→ **Data records**:
·····

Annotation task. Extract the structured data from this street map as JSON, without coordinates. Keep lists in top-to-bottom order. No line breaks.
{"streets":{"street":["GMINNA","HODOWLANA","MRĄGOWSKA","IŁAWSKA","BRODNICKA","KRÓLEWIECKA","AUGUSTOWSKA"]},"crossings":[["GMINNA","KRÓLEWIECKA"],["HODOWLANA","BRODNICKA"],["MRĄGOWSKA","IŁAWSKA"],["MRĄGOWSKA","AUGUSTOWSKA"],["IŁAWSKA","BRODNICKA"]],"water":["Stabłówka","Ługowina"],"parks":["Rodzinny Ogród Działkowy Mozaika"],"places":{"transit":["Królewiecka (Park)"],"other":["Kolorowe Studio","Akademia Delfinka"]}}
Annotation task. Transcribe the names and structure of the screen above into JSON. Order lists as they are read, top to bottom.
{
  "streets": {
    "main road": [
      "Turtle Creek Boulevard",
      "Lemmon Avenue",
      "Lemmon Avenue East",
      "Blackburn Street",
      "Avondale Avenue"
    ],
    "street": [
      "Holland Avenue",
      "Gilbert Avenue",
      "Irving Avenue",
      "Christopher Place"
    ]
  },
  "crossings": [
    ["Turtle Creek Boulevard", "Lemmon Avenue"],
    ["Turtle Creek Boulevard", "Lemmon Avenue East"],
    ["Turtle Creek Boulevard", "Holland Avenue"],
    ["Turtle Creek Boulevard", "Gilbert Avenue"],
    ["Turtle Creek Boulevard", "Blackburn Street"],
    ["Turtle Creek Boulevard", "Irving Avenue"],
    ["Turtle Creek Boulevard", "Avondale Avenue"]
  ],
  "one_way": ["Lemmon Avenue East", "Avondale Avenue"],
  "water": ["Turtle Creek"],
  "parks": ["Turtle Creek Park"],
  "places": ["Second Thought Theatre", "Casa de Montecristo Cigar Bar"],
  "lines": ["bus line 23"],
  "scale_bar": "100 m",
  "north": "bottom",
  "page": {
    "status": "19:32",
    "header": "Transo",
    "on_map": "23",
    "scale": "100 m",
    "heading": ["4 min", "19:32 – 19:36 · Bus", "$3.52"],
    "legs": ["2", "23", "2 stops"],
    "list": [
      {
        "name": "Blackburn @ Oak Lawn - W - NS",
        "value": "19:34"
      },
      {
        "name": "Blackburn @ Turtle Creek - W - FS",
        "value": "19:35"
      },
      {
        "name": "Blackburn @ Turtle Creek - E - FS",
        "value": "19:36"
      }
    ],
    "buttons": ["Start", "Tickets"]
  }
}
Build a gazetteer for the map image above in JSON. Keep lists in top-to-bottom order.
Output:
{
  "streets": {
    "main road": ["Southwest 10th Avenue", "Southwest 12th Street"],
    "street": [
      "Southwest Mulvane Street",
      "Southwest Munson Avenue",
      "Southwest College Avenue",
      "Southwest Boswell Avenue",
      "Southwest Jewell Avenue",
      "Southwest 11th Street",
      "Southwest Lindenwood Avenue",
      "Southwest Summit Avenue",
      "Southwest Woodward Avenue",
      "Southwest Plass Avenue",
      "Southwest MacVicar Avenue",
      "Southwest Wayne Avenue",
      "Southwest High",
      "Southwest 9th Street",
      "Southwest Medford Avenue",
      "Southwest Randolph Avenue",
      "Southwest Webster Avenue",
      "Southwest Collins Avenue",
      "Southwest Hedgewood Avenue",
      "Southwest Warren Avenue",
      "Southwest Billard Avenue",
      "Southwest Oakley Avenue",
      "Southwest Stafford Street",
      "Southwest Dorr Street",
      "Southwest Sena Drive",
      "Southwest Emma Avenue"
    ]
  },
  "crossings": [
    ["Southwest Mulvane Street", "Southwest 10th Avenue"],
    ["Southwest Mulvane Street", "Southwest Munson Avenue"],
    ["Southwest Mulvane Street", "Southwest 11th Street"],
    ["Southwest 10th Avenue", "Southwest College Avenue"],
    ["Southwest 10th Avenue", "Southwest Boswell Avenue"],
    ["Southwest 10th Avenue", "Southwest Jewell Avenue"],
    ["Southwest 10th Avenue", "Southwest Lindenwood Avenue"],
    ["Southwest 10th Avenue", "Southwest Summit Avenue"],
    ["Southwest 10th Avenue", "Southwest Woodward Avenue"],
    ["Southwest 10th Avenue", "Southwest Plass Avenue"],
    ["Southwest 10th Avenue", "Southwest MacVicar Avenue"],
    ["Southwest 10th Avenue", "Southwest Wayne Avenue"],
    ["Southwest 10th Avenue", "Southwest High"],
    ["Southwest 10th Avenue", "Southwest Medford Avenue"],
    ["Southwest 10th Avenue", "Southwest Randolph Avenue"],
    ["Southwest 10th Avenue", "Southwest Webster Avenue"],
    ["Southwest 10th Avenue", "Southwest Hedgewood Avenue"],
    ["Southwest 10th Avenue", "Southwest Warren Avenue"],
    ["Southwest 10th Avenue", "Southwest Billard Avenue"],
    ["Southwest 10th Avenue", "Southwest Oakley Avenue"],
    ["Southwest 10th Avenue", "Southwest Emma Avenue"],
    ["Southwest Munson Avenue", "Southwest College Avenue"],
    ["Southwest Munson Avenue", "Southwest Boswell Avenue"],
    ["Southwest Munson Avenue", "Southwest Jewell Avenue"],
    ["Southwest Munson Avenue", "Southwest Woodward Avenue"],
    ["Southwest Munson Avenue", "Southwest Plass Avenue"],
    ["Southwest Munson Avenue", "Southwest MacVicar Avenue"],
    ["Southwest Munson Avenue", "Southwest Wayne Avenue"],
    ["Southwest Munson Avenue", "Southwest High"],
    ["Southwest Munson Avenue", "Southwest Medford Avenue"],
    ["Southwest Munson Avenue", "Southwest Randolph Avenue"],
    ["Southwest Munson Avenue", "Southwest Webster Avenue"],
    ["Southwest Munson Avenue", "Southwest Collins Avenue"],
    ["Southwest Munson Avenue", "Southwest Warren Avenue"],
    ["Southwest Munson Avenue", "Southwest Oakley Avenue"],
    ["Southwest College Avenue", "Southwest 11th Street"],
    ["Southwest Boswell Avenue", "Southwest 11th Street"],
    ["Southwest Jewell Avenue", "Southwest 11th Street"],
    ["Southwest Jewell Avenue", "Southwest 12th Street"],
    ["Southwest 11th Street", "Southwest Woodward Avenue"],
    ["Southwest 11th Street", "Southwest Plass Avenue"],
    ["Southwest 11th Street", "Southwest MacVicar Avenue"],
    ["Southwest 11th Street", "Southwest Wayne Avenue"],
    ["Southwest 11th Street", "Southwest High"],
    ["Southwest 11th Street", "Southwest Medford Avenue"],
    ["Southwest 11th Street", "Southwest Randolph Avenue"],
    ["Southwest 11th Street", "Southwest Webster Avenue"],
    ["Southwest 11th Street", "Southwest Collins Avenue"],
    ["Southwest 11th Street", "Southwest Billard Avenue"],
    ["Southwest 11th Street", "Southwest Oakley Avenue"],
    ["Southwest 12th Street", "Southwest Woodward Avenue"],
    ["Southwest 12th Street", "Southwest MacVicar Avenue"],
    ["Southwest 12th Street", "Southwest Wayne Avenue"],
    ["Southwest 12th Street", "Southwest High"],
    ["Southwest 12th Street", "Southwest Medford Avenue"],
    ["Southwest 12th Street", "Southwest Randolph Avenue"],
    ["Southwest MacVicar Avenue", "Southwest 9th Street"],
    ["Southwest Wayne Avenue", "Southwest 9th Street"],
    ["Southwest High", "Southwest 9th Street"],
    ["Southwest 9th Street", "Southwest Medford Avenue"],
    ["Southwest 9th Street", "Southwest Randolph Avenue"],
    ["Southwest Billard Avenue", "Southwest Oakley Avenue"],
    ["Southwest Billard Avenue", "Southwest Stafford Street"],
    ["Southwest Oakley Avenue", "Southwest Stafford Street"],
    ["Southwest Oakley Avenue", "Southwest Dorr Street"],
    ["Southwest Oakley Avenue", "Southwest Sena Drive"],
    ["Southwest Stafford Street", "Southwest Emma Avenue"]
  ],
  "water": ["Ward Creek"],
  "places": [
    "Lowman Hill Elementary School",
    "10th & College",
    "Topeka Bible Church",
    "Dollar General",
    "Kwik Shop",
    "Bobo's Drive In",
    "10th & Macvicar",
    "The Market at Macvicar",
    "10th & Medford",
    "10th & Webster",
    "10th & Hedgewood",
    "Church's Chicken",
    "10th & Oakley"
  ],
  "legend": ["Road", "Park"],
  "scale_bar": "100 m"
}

·····

→ **Aim of the exercise**: Every line in the listing that holds the string "Plass" should be copied out.

→ **Solution to the exercise**:
      "Southwest Plass Avenue",
    ["Southwest 10th Avenue", "Southwest Plass Avenue"],
    ["Southwest Munson Avenue", "Southwest Plass Avenue"],
    ["Southwest 11th Street", "Southwest Plass Avenue"],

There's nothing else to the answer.